● **TASK BRIEF**
Find the line with "position:relative; width:724px; height:1609px;" in the entries below, then reproduce it and every line after it down to and including the line with "height:4px; margin-top:-2px; transform-origin:0;", exactly.

(Dataset entries)
○ ○ ○ ○

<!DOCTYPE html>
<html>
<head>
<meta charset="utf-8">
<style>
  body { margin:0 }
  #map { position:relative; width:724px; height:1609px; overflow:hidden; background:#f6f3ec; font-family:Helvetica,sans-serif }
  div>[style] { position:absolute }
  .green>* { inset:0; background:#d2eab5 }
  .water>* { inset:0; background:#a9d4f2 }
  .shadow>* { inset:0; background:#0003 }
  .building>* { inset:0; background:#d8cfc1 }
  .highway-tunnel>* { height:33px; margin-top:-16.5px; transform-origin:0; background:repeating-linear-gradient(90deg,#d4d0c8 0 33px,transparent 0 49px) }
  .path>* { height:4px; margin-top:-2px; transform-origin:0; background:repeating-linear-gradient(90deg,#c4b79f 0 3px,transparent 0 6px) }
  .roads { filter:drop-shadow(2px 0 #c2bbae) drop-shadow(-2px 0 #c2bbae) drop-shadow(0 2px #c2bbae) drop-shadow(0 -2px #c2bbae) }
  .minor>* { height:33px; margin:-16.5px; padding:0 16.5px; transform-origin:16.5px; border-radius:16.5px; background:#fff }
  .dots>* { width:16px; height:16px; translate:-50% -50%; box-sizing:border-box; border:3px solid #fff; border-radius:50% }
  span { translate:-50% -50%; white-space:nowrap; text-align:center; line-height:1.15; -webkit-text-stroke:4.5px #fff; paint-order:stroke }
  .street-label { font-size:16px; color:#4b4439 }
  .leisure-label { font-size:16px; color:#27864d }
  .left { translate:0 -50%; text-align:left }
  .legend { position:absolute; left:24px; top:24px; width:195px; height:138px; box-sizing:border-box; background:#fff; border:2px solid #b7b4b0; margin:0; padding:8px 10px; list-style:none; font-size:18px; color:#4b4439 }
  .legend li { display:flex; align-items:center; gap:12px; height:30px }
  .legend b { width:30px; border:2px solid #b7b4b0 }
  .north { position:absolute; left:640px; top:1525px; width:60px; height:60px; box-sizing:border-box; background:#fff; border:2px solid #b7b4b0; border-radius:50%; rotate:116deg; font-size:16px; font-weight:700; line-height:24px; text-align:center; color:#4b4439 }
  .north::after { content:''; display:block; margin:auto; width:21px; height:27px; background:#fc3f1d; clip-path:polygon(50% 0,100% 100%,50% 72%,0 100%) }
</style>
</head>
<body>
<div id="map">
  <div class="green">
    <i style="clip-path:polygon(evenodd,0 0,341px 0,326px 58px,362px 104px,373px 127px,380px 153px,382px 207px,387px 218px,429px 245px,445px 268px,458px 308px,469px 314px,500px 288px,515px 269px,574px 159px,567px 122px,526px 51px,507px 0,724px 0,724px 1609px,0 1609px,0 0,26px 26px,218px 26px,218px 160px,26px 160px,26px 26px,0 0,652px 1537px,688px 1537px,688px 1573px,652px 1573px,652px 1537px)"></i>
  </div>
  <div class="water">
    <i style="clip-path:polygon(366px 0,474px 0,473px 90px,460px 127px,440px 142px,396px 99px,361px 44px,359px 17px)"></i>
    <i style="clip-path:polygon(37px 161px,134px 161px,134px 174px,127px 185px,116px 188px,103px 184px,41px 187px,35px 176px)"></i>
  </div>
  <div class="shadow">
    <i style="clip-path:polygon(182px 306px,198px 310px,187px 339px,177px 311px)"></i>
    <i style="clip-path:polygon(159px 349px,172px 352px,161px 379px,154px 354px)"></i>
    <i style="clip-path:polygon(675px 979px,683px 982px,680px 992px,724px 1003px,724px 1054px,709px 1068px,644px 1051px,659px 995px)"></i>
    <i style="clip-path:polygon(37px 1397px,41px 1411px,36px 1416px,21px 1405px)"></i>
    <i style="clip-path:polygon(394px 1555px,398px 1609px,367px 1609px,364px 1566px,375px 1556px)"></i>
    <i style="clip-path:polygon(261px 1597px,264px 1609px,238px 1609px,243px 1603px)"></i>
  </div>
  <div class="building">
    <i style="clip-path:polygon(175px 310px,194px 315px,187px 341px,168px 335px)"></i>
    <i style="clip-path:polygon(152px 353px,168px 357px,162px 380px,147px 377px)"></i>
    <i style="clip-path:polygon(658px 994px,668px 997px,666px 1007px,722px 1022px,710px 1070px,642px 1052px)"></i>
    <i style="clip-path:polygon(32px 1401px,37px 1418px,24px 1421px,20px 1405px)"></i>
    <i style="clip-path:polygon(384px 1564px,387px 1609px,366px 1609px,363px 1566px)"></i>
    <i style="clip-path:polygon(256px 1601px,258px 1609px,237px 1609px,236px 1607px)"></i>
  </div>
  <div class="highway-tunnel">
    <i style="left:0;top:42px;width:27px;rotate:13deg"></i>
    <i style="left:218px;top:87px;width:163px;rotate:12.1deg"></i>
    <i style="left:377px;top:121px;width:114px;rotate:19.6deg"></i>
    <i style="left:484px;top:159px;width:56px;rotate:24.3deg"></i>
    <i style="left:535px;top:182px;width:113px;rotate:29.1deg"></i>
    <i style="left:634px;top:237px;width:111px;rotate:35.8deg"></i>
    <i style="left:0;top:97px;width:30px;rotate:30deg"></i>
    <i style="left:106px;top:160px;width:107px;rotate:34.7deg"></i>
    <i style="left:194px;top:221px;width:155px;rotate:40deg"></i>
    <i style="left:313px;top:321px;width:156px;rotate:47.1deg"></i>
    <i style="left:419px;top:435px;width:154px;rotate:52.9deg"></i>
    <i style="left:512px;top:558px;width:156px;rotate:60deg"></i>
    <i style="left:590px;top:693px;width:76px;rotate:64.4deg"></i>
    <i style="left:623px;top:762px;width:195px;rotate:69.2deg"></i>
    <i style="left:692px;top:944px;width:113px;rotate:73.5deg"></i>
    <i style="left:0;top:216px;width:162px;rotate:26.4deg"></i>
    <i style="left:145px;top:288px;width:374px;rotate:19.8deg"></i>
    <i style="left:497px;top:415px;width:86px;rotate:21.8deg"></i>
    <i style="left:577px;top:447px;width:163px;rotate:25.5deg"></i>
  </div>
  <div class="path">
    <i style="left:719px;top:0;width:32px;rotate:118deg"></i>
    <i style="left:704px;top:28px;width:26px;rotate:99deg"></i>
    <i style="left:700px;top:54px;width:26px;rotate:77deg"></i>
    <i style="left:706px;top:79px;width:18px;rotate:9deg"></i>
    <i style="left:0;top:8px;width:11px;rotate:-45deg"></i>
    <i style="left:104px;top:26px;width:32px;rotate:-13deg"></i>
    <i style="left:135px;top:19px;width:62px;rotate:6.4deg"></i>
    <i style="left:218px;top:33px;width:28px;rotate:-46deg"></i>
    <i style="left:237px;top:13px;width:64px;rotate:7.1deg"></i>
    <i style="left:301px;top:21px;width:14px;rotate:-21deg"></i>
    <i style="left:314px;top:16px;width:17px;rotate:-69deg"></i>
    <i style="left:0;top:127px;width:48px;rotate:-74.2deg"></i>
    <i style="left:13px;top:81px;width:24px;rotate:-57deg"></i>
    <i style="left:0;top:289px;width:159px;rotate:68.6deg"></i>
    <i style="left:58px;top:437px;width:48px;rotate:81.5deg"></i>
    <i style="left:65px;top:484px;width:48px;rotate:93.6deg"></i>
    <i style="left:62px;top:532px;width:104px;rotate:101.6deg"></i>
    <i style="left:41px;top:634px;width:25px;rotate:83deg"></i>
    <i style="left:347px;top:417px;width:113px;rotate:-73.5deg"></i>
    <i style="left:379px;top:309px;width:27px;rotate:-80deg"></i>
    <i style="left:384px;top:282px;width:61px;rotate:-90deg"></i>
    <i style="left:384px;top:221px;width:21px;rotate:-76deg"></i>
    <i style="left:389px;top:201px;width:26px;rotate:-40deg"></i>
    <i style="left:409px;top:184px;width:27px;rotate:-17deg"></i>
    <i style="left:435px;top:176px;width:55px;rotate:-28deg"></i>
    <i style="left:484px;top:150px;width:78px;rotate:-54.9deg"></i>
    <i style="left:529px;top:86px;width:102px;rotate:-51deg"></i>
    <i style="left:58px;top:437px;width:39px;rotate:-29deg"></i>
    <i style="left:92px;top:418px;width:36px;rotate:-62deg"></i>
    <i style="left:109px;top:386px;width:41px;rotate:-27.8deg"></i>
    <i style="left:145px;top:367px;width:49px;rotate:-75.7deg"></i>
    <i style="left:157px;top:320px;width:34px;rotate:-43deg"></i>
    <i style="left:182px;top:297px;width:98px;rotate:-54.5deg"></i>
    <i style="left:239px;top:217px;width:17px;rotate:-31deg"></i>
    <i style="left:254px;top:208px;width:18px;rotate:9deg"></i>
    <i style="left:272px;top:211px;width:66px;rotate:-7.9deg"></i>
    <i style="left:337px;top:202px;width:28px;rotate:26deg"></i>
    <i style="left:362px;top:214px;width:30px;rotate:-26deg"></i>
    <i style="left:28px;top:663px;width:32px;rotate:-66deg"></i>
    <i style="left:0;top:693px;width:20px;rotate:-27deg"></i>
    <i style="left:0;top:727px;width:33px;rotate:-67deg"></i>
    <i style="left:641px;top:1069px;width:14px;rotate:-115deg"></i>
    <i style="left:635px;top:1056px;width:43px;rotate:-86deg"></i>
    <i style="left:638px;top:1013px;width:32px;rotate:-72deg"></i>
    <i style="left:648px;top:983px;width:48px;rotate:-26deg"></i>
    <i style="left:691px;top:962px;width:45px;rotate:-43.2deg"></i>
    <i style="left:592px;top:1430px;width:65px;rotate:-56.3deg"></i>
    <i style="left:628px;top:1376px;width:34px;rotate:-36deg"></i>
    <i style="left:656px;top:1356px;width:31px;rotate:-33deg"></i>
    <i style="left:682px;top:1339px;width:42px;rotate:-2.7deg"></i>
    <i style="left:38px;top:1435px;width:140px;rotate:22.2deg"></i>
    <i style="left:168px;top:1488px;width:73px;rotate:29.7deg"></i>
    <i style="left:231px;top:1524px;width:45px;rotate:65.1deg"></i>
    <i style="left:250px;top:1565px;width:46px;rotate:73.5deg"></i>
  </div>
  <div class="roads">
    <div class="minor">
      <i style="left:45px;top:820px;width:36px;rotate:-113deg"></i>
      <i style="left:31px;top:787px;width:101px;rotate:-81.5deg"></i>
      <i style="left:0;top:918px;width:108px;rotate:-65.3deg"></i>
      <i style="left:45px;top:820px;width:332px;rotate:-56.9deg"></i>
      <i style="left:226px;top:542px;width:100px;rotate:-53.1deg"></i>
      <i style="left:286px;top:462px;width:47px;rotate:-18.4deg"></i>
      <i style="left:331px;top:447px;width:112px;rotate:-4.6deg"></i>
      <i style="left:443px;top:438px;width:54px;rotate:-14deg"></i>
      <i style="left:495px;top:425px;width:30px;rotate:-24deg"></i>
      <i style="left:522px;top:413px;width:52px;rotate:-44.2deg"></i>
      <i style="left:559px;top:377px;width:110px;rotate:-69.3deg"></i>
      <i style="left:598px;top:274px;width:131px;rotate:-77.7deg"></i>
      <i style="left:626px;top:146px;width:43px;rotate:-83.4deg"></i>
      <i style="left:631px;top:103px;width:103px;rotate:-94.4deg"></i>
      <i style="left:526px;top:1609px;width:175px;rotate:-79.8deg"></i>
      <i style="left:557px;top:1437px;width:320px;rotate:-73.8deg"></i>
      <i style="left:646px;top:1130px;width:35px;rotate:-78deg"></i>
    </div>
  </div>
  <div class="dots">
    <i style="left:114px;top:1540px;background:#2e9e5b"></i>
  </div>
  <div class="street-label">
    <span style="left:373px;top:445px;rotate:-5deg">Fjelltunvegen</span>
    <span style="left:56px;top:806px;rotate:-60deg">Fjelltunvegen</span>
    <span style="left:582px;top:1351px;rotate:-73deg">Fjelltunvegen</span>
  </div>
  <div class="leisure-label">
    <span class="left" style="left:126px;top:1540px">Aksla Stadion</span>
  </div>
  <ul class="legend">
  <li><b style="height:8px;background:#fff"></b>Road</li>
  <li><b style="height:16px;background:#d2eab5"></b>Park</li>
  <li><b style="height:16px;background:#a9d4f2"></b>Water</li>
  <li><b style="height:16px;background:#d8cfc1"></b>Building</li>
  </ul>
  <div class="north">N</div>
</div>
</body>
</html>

○ ○ ○ ○

● **WRITTEN REPLY**
  #map { position:relative; width:724px; height:1609px; overflow:hidden; background:#f6f3ec; font-family:Helvetica,sans-serif }
  div>[style] { position:absolute }
  .green>* { inset:0; background:#d2eab5 }
  .water>* { inset:0; background:#a9d4f2 }
  .shadow>* { inset:0; background:#0003 }
  .building>* { inset:0; background:#d8cfc1 }
  .highway-tunnel>* { height:33px; margin-top:-16.5px; transform-origin:0; background:repeating-linear-gradient(90deg,#d4d0c8 0 33px,transparent 0 49px) }
  .path>* { height:4px; margin-top:-2px; transform-origin:0; background:repeating-linear-gradient(90deg,#c4b79f 0 3px,transparent 0 6px) }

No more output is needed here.